I was surprised to find that (at least among the EFA members who responded) many editors prefer to create inline comments. Reasons given for this preference included the following:

  • Working with inline comments is easier for authors who are not familiar with Word’s Comments tool (that is, most authors).
  • Authors can more easily see comments—if they are formatted well—and identify the parts of the text they pertain to.
  • Inline comments can be inserted into footnotes, while comments made with the Comments tool cannot. (A work-around for using the Comments tool with footnotes is to attach the comment to the footnote superscript, but this requires the reader to jump back and forth between the note and the comment.)
  • Inserting and editing inline comments can be faster and easier, particularly for editors who use the revision pane.
  • Editors can add queries while keeping a split screen open. (I did not have any problems using the Comments tool in Word 2013 while the screen was split, but this might be a problem with older versions of Word.)

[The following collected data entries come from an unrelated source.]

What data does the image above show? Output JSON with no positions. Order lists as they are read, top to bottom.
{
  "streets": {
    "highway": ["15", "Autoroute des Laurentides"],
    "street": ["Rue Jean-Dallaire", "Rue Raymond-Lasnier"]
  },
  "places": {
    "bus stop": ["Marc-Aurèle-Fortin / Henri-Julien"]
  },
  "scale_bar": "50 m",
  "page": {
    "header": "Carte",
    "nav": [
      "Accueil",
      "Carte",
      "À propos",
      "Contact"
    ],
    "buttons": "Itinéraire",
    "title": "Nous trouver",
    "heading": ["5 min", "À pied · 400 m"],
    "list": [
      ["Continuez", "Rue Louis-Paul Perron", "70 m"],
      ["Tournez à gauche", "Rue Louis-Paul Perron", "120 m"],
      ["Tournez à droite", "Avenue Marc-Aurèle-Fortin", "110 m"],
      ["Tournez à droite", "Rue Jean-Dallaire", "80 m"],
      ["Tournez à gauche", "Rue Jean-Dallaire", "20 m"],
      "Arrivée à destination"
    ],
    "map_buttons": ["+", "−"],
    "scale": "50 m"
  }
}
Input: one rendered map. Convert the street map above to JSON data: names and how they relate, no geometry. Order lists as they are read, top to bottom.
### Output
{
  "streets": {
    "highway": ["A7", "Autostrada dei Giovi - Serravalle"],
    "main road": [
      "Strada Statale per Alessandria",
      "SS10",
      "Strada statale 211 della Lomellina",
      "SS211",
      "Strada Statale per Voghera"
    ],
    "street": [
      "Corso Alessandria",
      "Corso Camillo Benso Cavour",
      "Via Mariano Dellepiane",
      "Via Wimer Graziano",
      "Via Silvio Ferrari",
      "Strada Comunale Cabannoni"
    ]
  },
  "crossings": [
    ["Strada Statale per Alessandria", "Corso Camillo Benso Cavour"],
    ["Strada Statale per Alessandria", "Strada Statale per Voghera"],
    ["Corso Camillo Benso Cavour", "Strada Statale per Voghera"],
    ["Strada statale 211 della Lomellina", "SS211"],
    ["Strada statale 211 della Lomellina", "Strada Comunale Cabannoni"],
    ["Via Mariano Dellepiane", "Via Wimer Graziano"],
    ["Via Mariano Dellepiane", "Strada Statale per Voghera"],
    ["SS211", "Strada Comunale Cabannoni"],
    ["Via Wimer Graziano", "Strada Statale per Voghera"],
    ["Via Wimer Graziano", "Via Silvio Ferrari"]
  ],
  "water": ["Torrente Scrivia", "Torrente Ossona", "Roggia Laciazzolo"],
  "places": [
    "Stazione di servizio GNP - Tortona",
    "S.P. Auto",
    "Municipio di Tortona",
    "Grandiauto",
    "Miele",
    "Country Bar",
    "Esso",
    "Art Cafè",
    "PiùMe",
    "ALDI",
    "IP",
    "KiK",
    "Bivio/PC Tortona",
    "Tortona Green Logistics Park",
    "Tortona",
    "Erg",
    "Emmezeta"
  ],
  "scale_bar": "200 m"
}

A few downsides to using inline comments were also mentioned, although there are solutions that address most of these problems.

  • Comments can be accidentally left in a document if they are not highly visible or if proofreading is not thorough enough. This problem can be avoided by formatting comments so that they are highly visible and by using a comment format (discussed below) that facilitates mass deletion using the search-and-replace function.
  • Inline comments interrupt the text and can distract readers. One way to solve this issue is to use the Hidden text effect (which is set in the Font menu) to format comments. You can then use the “Show/Hide ¶” button to turn the display of hidden content on and off (this displays all hidden content, but in a future post I’ll provide a macro that displays only hidden text).
  • Inline comments will throw off the word count for a document. This problem is also avoided by making comments hidden, as hidden text isn’t counted.
  • Tools designed to extract comments created with Word’s Comments tool will not work with inline comments. While this is true, a macro to extract inline comments could be created fairly easily.

So on the whole there appear to be some very good reasons to use inline comments, and the weaknesses inherent in this approach can be minimized, if not eliminated altogether.

Formatting inline comments so that they stand out from the surrounding text is obviously very important. Most of the EFA respondents do this by placing them between [square brackets], <inequality signs>, or similar characters. Use of {braces} seems preferable to me because these characters are rarely used for other purposes, making searching faster. Use of [[doubled brackets]] has similar benefits.

To improve the visibility of inline comments, text is commonly highlighted, bolded, or both. Using a character style to apply this formatting is very efficient and makes a number of tasks, including searching for, reformatting, and selecting inline comments, easier.

I would like to thank the EFA members who responded to my questions about inline comments: Maxine Idakus, Sophia Gray, Elaine R. Firestone, Deborah Wenger, Monica Payson, Dr. Hilary Cadman, Gloria Sturzenacker, Marta Tanrikulu, Ann Robertson, Michael Huber, Hilary Powers, Pat Dobie, and Lise Lingo.

I am interested in hearing about your experiences with inline comments, so please feel free to let me know if you have any opinions on the subject.